Dunque, invece di chiamare i maschi musulmani, di interrogare e di
studiare i loro bisogni fantasmatici, si sono viste e sentite, nei
dibattiti radiofonici e televisivi, soltanto donne, cui i giornalisti,
maschi o femmine che fossero, hanno addossato (sì, sì, non
comprensione e tolleranza piena di delicatezza) la colpa di voler a
tutti i costi sottoporre le loro figlie all'infibulazione. Povere
donne! Sono così attaccate ad una così antica tradizione che non si
riesce a convincerle a rinunciarvi!
Tutto questo nella cultura islamica dove gli uomini sono padroni e
detentori di ogni potere e, come afferma il Corano: "Gli uomini
sono superiori alle donne... gli uomini hanno su di esse un grado di
superiorità" (II, Sûra della vacca, ed. Hoepli, Milano 1987).
Dunque perché, invece di fare i salti mortali per convincere le donne,
non si chiamano: un padre, un marito, un imâm? E' sufficiente che essi
diano l'ordine: le donne saranno obbligate ad obbedire.
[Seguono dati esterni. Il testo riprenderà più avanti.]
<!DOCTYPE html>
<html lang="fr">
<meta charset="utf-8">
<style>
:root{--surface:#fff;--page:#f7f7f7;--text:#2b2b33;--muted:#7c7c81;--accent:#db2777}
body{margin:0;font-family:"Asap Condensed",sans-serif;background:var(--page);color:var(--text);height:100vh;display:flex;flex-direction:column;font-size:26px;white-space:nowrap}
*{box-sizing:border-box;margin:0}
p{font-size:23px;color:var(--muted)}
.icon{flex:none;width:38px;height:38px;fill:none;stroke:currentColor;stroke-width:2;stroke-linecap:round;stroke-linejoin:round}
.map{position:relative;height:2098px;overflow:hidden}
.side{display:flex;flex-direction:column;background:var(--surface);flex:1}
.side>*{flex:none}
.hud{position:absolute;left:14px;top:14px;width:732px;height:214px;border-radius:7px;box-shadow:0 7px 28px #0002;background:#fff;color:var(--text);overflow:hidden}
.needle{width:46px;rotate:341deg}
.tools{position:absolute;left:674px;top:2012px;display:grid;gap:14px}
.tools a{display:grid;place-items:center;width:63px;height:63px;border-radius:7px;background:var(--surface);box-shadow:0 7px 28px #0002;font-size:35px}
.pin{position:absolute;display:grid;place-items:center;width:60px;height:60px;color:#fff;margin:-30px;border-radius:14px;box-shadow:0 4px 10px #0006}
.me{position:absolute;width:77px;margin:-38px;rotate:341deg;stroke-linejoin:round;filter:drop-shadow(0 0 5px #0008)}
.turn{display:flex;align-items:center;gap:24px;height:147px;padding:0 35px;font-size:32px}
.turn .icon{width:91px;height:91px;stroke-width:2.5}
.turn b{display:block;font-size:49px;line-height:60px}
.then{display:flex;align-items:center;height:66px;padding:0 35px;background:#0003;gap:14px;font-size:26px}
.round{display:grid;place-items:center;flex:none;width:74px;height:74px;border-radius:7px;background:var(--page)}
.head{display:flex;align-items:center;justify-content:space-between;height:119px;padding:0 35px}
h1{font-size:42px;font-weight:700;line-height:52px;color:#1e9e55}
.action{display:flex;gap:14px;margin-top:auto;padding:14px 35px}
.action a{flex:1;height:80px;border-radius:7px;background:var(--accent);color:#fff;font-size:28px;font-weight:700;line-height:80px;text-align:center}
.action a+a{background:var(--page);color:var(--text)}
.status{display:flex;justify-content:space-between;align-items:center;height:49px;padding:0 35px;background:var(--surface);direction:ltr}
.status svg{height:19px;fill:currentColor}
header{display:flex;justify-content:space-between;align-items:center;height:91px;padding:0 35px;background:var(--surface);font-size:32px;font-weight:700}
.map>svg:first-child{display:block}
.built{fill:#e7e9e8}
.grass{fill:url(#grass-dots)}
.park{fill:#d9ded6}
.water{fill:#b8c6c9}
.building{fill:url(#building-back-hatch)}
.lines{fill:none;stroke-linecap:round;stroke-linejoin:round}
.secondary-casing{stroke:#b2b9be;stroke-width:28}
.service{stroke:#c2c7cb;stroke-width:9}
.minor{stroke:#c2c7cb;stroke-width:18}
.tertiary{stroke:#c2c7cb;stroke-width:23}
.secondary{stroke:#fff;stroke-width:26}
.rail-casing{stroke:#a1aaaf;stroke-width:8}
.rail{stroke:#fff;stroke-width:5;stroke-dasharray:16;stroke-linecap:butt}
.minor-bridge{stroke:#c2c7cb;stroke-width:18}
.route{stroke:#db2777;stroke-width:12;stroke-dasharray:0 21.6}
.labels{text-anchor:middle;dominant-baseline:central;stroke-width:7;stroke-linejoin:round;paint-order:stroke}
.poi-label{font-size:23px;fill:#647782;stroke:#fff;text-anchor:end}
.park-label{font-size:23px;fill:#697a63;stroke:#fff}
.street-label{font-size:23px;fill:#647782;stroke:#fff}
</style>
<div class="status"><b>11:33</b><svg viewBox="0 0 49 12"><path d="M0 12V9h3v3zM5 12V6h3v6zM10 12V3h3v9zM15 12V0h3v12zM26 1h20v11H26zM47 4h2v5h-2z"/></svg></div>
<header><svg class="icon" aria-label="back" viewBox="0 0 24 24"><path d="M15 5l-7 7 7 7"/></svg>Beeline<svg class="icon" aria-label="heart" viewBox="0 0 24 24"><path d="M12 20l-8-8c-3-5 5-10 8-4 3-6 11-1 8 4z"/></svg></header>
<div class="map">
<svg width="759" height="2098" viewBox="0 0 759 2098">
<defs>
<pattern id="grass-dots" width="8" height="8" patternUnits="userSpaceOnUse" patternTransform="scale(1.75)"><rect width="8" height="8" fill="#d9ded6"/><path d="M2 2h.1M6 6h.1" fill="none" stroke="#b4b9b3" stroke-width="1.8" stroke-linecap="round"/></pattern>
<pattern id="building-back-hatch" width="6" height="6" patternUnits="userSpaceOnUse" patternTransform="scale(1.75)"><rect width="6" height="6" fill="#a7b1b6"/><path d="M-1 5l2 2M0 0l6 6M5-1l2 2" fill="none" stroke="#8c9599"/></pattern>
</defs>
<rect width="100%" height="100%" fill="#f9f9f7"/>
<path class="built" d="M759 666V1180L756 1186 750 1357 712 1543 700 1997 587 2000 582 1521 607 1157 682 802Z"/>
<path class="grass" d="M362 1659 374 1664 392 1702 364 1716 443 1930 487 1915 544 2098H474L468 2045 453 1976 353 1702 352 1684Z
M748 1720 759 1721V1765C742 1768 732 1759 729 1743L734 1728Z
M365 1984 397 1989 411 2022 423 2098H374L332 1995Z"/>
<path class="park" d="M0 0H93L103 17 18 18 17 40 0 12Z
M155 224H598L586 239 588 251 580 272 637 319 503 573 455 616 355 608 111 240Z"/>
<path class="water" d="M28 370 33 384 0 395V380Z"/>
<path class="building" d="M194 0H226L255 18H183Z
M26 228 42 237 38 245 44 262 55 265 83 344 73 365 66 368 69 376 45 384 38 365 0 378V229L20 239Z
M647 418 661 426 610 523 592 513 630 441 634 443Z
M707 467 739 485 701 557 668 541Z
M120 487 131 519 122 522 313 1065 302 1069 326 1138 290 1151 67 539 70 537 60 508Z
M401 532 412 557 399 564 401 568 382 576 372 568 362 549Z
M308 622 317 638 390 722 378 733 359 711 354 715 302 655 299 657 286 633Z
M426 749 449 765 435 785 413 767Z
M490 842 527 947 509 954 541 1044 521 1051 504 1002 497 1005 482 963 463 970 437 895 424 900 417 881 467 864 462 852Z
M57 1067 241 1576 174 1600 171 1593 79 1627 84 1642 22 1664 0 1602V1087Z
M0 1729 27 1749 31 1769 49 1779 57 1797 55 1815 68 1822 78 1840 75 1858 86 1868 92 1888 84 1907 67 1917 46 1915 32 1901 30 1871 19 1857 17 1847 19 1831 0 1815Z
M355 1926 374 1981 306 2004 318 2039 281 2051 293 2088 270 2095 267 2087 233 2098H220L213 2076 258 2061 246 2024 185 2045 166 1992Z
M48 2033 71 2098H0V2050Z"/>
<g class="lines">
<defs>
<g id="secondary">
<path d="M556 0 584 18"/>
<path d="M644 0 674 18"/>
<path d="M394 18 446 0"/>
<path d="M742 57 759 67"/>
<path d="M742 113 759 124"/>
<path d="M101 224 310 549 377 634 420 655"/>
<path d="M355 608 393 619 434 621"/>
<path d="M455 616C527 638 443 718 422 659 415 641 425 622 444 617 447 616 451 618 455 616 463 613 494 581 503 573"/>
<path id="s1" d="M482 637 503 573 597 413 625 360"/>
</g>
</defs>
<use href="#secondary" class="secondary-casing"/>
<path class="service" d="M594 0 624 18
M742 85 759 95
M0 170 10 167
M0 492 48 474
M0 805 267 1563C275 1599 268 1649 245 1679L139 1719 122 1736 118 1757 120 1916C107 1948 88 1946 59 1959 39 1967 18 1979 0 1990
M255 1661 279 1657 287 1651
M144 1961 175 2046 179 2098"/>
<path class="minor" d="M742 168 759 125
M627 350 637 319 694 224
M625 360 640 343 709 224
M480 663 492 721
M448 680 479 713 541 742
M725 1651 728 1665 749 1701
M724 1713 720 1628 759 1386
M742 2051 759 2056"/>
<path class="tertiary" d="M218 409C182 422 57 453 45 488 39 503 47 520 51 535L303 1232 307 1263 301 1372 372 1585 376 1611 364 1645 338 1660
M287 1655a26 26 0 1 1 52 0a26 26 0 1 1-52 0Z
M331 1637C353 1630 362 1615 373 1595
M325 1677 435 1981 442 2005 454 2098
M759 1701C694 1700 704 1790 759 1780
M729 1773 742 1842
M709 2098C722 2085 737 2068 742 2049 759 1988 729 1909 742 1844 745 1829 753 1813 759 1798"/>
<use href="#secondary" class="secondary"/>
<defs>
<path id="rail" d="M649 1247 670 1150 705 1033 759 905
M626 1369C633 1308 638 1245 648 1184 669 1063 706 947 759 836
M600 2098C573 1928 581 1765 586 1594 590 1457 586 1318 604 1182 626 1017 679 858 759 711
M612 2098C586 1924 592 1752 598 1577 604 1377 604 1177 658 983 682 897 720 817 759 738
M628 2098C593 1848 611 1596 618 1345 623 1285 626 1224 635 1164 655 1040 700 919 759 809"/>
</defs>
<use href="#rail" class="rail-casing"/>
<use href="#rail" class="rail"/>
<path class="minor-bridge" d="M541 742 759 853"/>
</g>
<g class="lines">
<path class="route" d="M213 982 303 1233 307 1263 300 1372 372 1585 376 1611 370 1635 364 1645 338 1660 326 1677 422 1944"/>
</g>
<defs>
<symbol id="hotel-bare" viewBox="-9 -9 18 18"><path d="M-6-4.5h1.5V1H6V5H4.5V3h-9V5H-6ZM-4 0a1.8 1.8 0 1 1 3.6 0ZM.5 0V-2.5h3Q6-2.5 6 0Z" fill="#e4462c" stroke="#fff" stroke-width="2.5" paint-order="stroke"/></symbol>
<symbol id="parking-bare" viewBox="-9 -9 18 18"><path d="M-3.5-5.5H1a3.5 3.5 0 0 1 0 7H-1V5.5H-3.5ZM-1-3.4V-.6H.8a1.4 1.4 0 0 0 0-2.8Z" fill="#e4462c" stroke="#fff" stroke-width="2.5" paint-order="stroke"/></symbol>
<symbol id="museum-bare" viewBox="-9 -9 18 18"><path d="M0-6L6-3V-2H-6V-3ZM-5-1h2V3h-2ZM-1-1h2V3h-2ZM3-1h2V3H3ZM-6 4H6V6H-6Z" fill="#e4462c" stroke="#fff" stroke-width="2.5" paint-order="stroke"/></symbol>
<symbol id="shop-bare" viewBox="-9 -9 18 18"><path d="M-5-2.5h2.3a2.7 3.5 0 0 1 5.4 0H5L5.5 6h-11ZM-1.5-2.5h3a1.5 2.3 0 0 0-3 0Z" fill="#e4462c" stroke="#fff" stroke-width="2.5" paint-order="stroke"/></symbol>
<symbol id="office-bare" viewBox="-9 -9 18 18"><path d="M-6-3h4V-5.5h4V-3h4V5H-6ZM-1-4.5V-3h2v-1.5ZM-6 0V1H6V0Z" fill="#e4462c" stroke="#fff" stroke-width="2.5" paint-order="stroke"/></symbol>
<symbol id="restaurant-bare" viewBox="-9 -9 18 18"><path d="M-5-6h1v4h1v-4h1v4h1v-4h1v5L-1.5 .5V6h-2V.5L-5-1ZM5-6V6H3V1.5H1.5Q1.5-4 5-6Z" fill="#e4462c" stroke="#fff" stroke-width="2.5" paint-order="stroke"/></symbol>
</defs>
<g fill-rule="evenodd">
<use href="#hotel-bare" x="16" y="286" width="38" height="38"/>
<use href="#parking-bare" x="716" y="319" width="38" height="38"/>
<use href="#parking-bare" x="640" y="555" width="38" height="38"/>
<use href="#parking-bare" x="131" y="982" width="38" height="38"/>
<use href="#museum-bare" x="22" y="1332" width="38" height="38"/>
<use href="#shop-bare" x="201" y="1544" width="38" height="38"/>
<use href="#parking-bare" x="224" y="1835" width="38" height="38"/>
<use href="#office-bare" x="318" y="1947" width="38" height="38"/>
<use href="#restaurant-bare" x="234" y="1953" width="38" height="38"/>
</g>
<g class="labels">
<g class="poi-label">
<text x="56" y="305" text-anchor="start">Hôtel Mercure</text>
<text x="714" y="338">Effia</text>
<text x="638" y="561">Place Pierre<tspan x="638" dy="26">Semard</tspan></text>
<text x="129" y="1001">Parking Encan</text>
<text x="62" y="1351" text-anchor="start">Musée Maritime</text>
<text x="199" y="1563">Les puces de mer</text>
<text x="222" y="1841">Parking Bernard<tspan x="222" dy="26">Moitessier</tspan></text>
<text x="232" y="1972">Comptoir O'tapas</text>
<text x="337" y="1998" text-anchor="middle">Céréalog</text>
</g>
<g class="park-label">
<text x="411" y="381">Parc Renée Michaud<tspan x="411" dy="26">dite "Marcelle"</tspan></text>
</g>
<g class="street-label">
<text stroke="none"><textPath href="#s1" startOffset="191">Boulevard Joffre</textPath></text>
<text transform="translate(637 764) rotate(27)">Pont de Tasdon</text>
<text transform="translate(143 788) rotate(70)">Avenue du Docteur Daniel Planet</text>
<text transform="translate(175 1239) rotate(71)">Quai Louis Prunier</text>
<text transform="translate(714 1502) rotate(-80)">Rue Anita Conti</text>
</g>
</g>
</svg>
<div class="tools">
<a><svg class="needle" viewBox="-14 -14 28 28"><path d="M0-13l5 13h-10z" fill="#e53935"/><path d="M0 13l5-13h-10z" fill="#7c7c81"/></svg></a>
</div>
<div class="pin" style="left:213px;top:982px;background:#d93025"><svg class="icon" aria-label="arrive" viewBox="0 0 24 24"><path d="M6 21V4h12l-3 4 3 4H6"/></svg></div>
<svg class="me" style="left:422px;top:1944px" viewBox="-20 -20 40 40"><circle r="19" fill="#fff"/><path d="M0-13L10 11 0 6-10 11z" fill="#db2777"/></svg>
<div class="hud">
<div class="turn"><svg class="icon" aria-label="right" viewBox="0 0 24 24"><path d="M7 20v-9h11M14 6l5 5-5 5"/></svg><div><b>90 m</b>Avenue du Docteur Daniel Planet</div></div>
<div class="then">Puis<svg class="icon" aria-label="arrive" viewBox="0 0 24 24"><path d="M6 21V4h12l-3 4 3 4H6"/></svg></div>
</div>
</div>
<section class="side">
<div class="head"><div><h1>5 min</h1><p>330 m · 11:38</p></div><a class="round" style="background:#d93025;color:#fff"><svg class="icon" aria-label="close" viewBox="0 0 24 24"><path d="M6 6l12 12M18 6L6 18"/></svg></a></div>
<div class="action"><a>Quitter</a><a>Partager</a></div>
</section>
Ma questa è la
verità, con la quale non si vuole avere a che fare: la sessualità
maschile. La sessualità di quel maschio che è stato capace di ridurre
il corpo della donna a trasformarsi secondo le sue paure, seviziandolo
proprio quando lo sceglie come suo (le prostitute non gli appartengono
e sfuggono perciò all'infibulazione) nessuno la vuole guardare in
faccia, nessuno la vuole conoscere. Sì, è il Pene il vero mistero, un
tabù che anche nel nostro mondo non si riesce ad infrangere.